Not for the superstitious, nor to be experienced by dark, Glasgow’s 37-acre Necropolis is a treasure trove of fascinating architecture, sculpture and stories from the city’s Victorian past that’s been described by one historian as ‘literally a city of the dead’. Modelled on Père-Lachaise in Paris, it’s estimated that somewhere around 50,000 burials – as marked by around 3,500 monuments (most burials don’t have gravestones) – occurred here between its opening in 1832 and the laying to rest of Commonwealth war dead in the 1940s.
Located adjacent to Glasgow Cathedral, and commonly visited in combination with the cathedral and the nearby St Mungo’s Museum of Religious Life and Art, the Necropolis was built in the Classical Revival architectural fashion by the Merchants’ House of Glasgow in 1831. Its most prominent monument, dominating the hill and actually predating the Necropolis by several years, is to John Knox, the Scottish clergyman and writer who was a leader of the Protestant Reformation in the sixteenth century.
Noteworthy Glaswegians to have been laid to rest nearby, and commemorated with large statues and monuments, include chemist and industrialist Charles Tennant, businessman and religious controversialist William McGavin and several members of the Blackie publishing dynasty (for whom Charles Rennie Mackintosh designed the famous Hill House in Helensburgh).
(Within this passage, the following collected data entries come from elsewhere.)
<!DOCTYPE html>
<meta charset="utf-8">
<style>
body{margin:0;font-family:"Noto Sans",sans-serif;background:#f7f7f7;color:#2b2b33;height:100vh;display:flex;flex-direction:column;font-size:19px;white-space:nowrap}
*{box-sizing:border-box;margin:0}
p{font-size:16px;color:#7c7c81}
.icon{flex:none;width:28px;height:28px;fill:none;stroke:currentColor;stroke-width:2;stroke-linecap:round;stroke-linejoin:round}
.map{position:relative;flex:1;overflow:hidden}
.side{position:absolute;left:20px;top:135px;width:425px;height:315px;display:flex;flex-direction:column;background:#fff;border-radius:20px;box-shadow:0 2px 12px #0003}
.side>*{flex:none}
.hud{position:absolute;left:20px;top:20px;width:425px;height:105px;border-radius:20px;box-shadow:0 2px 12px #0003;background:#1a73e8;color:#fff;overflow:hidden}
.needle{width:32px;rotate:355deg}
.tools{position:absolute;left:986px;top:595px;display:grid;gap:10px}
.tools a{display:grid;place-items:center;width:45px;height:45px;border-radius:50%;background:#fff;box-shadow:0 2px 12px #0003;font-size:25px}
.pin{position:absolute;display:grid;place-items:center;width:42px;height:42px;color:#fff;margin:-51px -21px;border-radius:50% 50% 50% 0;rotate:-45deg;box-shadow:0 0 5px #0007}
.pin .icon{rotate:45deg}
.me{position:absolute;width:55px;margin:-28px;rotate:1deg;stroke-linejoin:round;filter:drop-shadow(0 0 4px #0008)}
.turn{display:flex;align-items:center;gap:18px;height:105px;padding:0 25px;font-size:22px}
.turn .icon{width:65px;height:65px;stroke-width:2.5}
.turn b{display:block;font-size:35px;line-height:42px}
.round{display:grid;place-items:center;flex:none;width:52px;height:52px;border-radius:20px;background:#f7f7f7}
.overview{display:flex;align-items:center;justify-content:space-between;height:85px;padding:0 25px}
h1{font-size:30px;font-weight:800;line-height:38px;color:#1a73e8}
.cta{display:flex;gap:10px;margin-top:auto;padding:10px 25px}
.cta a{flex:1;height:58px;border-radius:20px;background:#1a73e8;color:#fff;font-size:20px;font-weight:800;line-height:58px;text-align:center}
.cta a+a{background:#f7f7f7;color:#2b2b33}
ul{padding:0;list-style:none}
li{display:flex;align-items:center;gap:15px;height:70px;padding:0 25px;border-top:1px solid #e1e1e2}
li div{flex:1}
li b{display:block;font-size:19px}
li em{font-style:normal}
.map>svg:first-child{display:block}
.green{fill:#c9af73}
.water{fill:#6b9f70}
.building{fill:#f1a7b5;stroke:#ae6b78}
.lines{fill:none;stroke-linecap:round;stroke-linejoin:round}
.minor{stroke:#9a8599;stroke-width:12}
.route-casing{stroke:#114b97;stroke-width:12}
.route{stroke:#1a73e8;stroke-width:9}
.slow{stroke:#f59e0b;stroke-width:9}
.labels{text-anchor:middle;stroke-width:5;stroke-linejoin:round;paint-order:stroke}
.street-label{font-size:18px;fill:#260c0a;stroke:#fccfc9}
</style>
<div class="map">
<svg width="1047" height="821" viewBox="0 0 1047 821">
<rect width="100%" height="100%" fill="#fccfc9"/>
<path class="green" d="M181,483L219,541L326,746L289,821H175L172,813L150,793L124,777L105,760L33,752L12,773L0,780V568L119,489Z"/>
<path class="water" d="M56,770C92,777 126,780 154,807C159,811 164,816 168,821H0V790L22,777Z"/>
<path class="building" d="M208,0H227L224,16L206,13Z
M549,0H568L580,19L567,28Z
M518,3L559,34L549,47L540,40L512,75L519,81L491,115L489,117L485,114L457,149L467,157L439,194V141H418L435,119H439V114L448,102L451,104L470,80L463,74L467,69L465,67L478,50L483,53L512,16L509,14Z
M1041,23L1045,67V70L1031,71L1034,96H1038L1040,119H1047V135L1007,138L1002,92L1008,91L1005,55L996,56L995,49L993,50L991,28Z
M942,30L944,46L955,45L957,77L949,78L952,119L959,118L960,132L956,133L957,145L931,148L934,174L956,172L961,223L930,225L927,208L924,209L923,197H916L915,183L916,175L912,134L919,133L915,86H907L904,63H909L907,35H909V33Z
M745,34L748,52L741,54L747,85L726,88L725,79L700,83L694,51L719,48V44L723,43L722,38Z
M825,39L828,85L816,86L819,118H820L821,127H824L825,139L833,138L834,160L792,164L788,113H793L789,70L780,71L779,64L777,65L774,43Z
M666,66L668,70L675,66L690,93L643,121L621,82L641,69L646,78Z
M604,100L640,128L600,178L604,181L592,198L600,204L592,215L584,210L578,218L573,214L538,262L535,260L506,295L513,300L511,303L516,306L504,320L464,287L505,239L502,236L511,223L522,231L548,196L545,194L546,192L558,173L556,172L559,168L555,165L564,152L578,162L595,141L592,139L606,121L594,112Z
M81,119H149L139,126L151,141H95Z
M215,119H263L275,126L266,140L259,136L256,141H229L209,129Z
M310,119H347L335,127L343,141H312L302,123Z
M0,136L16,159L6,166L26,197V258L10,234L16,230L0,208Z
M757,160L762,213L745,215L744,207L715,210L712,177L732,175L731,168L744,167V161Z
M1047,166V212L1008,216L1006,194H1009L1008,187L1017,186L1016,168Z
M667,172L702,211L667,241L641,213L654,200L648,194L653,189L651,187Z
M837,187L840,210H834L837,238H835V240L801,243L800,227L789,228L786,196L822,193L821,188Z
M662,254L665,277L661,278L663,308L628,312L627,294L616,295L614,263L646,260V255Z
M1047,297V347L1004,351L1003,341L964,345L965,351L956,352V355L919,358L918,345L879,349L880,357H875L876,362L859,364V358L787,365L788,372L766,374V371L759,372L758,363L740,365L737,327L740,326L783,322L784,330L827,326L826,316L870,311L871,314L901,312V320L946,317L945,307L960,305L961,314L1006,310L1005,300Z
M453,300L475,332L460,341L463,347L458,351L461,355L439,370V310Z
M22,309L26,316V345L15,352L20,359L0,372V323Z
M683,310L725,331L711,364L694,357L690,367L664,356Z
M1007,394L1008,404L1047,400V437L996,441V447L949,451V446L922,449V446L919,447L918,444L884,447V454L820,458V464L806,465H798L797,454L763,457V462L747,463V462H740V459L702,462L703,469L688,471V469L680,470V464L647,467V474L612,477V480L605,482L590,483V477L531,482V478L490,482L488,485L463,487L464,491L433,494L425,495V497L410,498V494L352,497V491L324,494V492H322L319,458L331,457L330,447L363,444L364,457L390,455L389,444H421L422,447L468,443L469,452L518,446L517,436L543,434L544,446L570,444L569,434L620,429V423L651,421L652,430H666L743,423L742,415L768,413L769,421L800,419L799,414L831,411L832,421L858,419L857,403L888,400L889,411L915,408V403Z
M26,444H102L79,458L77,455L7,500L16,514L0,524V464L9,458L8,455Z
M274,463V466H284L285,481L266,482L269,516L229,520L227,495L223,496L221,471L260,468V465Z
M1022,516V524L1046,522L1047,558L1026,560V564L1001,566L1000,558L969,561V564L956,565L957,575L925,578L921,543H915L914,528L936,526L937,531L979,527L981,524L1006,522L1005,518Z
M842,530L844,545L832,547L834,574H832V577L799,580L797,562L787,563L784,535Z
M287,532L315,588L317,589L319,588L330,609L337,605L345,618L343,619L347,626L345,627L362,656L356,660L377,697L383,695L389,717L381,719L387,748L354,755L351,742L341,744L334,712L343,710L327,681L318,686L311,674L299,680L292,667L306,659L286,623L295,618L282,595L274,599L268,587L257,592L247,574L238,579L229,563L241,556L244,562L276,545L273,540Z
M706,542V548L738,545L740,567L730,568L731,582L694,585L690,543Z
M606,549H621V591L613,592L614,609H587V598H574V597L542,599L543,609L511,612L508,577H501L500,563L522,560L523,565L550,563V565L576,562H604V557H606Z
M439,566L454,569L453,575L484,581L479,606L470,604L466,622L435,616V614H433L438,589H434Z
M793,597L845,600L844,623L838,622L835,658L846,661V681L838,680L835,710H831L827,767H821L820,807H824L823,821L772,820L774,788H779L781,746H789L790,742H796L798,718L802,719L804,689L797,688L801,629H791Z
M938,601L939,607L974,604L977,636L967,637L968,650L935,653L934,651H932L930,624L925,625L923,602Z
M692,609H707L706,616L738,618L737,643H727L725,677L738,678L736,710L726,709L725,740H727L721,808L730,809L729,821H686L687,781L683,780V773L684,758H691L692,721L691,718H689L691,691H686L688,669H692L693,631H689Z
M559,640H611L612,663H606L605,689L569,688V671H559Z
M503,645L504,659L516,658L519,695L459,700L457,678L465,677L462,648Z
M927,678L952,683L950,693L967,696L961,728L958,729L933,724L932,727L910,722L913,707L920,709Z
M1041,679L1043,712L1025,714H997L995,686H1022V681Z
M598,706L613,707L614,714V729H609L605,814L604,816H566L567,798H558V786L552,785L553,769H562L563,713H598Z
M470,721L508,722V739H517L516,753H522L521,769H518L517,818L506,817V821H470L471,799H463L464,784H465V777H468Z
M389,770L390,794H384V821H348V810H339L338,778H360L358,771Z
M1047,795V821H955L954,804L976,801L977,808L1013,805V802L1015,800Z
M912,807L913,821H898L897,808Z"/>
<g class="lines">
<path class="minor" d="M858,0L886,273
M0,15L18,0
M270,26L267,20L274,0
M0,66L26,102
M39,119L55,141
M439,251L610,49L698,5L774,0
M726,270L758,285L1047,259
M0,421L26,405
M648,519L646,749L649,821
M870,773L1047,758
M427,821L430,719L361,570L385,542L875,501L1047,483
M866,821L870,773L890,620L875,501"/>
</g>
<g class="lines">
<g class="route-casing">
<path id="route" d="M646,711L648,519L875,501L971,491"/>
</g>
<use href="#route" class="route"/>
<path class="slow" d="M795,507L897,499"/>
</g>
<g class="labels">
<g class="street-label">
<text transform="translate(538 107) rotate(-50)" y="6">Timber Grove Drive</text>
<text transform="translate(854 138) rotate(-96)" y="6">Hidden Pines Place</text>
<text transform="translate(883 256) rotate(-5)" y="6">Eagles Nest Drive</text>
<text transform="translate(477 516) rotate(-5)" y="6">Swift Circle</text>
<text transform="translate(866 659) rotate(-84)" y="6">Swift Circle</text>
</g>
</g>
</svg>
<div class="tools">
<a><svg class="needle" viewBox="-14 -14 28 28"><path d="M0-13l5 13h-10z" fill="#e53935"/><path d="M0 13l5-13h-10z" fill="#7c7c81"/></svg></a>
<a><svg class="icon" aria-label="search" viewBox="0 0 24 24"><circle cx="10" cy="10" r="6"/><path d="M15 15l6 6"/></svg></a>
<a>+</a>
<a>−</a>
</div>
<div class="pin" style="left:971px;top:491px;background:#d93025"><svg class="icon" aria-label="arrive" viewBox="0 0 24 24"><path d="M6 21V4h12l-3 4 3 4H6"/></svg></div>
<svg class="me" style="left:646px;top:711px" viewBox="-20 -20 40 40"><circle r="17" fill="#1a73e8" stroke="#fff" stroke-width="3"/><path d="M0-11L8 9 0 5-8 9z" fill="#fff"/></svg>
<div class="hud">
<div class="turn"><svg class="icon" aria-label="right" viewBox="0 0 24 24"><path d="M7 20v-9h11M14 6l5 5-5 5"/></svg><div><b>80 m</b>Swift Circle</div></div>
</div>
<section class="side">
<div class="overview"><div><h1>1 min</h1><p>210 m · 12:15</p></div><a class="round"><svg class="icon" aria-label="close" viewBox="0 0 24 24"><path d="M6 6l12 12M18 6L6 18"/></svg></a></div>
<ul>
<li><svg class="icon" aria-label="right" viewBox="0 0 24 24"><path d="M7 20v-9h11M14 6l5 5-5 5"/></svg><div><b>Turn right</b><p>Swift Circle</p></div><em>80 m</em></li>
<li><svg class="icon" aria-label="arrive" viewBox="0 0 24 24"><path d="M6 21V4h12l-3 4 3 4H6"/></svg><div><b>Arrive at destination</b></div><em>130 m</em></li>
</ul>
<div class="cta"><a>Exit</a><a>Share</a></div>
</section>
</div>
Volunteer-led guided walking tours of the cemetery are available for free (save for a suggested donation), and are recommended to help make sense of its sprawling, somewhat haphazard layout and complex topography. If you’d prefer to explore the Necropolis alone – and it’s a brave soul who chooses to do so – a useful pocket-guide to 60 of the most famous monuments is available to purchase from the Friends of Glasgow Necropolis website.